Abbiamo visto come i nostri corpi, andando dal
corpo fisico fino al settimo corpo sottile, siano sempre più rarefatti,
sempre più, appunto, sottili.
Quello che è il frutto della condensazione
dell'energia, possiamo chiamarlo RIVELAZIONE, cioè, l'energia, per farsi
conoscere, si è messa dei veli, condensandosi, per rendersi visibile.
La luce stessa è già una condensazione dell'energia primordiale.
La luce non si può manifestare se non nella materia densa, ha bisogno di
riflettersi su qualcosa per rendersi visibile.
Quando vediamo qualcosa uscire
dalle nostre mani diciamo che è l'energia, certo, ma è una forma
che l'energia assume. L'energia assume, appunto, tante forme, dalle più
sottili alle più dense e queste sono quelle che riusciamo a percepire.
Riusciamo a percepire energie tanto più sottili quanto più affiniamo
la nostra sensibilità, ma non solo la sensibilità dei nostri sensi.
Il percorso della rivelazione dell'energia è dal sottile al denso, il vapore
acqueo per condensazione, attraverso il raffreddamento, diventa prima acqua e
poi ghiaccio, una materia sempre più consistente.
Il percorso inverso
dal denso al sottile ci porta a quella che è la fonte dell'energia, all'energia
primordiale.
Che attinenza può avere tutto ciò con la pranoterapia?
Moltissima, se consideriamo che la malattia, come spesso si è detto, ci
si presenta prima nei corpi sottili e poi nel corpo fisico.
Vediamo cosa succede:
finché sta nei corpi sottili è una materia, appunto, sottile, è
un'alterazione che si verifica a livello del nostro campo emozionale, dei nostri
sentimenti, dei nostri atteggiamenti nei confronti dell'esistenza, della spiritualità,
è qualcosa che ha un certo tipo di vibrazione.
Il nostro problema
irrisolto, per farsi conoscere si deve rivelare, non può fare altro, allora,
che addensarsi e, addensandosi, arriva nel nostro corpo fisico e diventa malattia.

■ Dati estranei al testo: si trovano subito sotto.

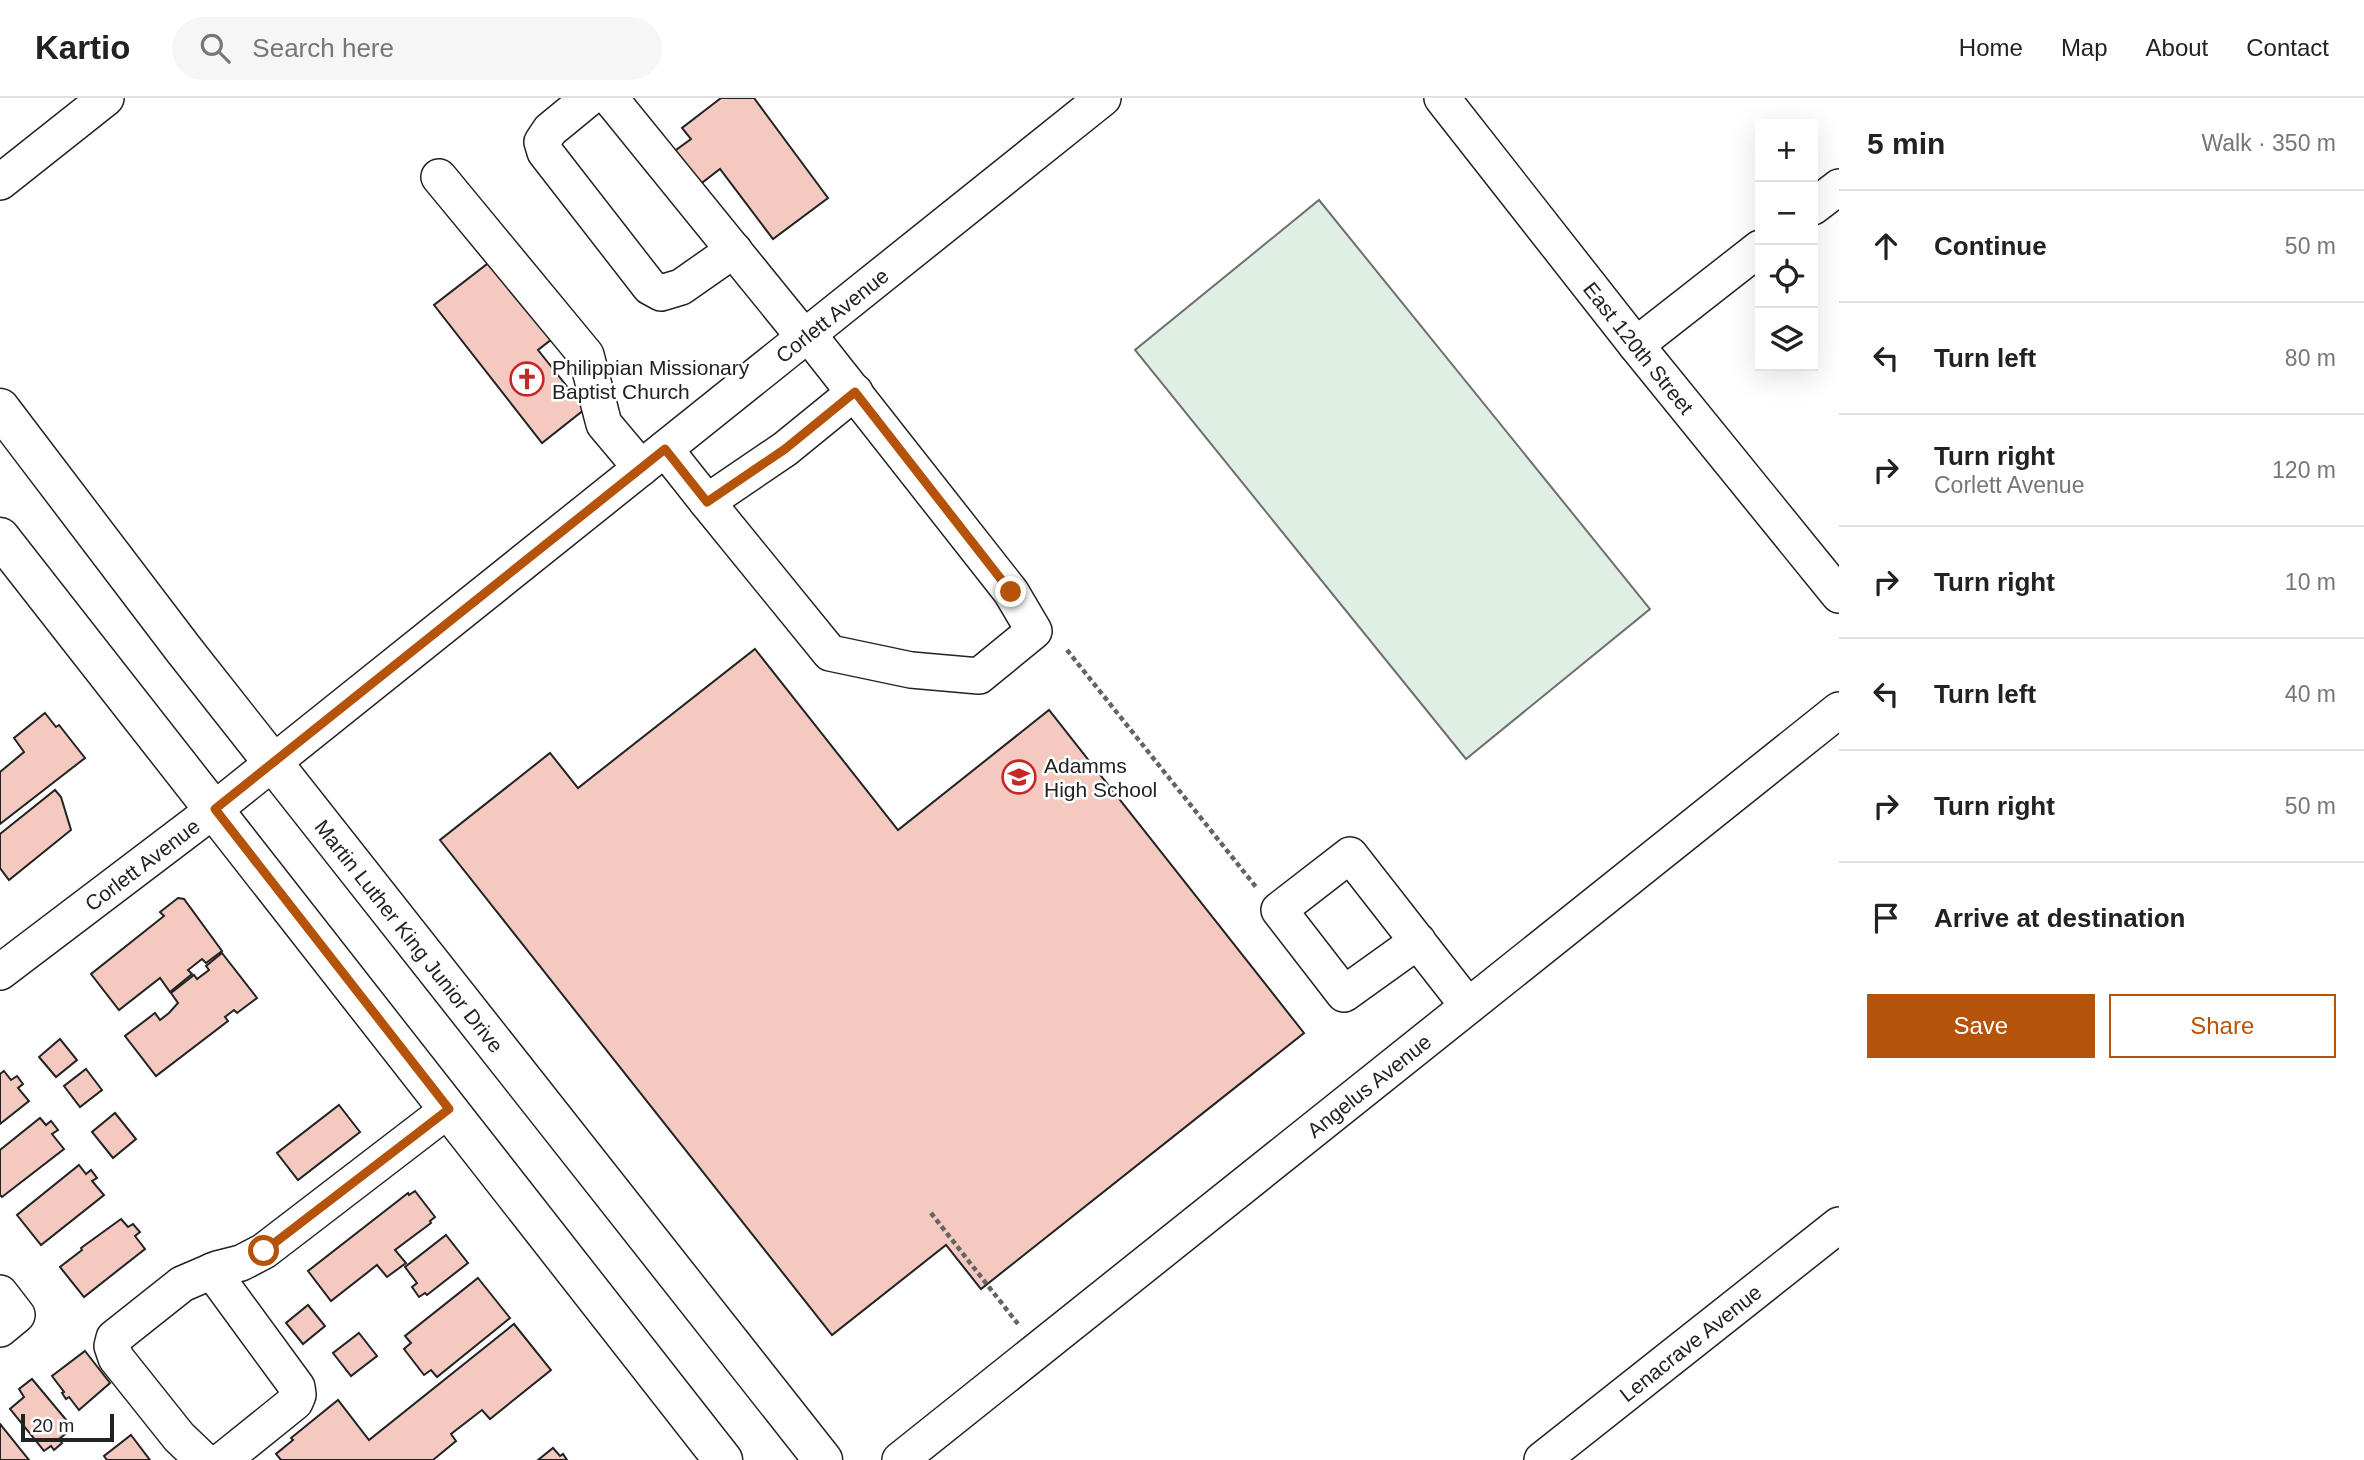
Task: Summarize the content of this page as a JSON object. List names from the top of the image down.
{
  "streets": {
    "main road": ["Martin Luther King Junior Drive"],
    "street": [
      "Corlett Avenue",
      "East 120th Street",
      "Angelus Avenue",
      "Lenacrave Avenue"
    ]
  },
  "crossings": [
    ["Corlett Avenue", "Martin Luther King Junior Drive"]
  ],
  "places": {
    "church": ["Philippian Missionary Baptist Church"],
    "school or university": ["Adamms High School"]
  },
  "scale_bar": "20 m",
  "page": {
    "header": "Kartio",
    "search": "Search here",
    "nav": [
      "Home",
      "Map",
      "About",
      "Contact"
    ],
    "heading": ["5 min", "Walk · 350 m"],
    "map_buttons": ["+", "−"],
    "list": [
      ["Continue", "50 m"],
      ["Turn left", "80 m"],
      ["Turn right", "Corlett Avenue", "120 m"],
      ["Turn right", "10 m"],
      ["Turn left", "40 m"],
      ["Turn right", "50 m"],
      "Arrive at destination"
    ],
    "buttons": ["Save", "Share"],
    "scale": "20 m"
  }
}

Quindi, quello che è stato il blocco emozionale o affettivo, mentale o
spirituale, per condensazione arriva a manifestarsi come malattia fisica. Allora
al paziente e al terapeuta si propone a questo punto di fare il percorso inverso,
cioè rendere nuovamente sottile questa energia che si è addensata,
cioè fare al contrario il percorso che ha fatto l'energia per addensarsi
dino a dissolverla.
Si entra così in quello che è l'aspetto
spirituale delle nostre terapie, tornare cioè dal denso al sottile fino
ad arrivare all'origine della malattia.
I terapeuti non si distinguono
per le tecniche che usano ma per l'atteggiamento spirituale, per la capacità
o meno di attuare il percorso inverso, di averlo capito, di averlo vissuto in
sé e di poter aiutare il paziente a percorrerlo.
Sappiamo di manifestazioni
di maestri o santi che riescono a trasformare in vari modi il loro corpo fino
a trasfigurarsi o ad ascendere al cielo o a spostarsi da un luogo all'altro in
un istante o a farsi vedere in più luoghi contemporaneamente, addirittura
a risorgere, hanno capito il meccanismo della rarefazione e condensazione e sanno
usarlo nel loro elemento, nella loro materia fisica, rendendola più rarefatta
o più sottile o più densa a seconda di quello che vogliono manifestare.
In quest'ottica si inserisce il percorso spirituale del terapeuta e la guarigione
avviene non più soltanto a livello del corpo, che è quell'elemento
che ci rende manifesto il disagio, ma non è lì il disagio, va cercato
da altre parti.
Questo è il tipo di intervento che porta a risolvere
la causa della malattia.
L'invito che mi sento di rivolgervi e rivolgermi
spesso è: "mettete ordine nella vostra vita, fate il vostro percorso
spirituale".
Qui non si propone un percorso spirituale particolare, ognuno
può avere i proprio, anche perché, comunque, i percorsi spirituali
si possono differenziare nelle modalità, ma, se sono dei veri percorsi
spirituali, non si differenziano nella sostanza e da questo punto di vista vanno
bene tutti.
Il vero terapeuta non si accontenta di risolvere un sintomo, di
fare bella figura, ma vuole andare oltre e capire, cioè, il messaggio della
malattia, capire il significato di quello che sta accadendo al suo paziente e
aiutarlo a capire.
Per fare questo dobbiamo aver vissuto tutto ciò
dentro di noi e avere capito i meccanismi che ci hanno portato ad ammalarci e
come si fa a fare un percorso inverso, realizzare questa grande trasformazione,
questa azione che possiamo fare sulla materia densa per renderla sottile.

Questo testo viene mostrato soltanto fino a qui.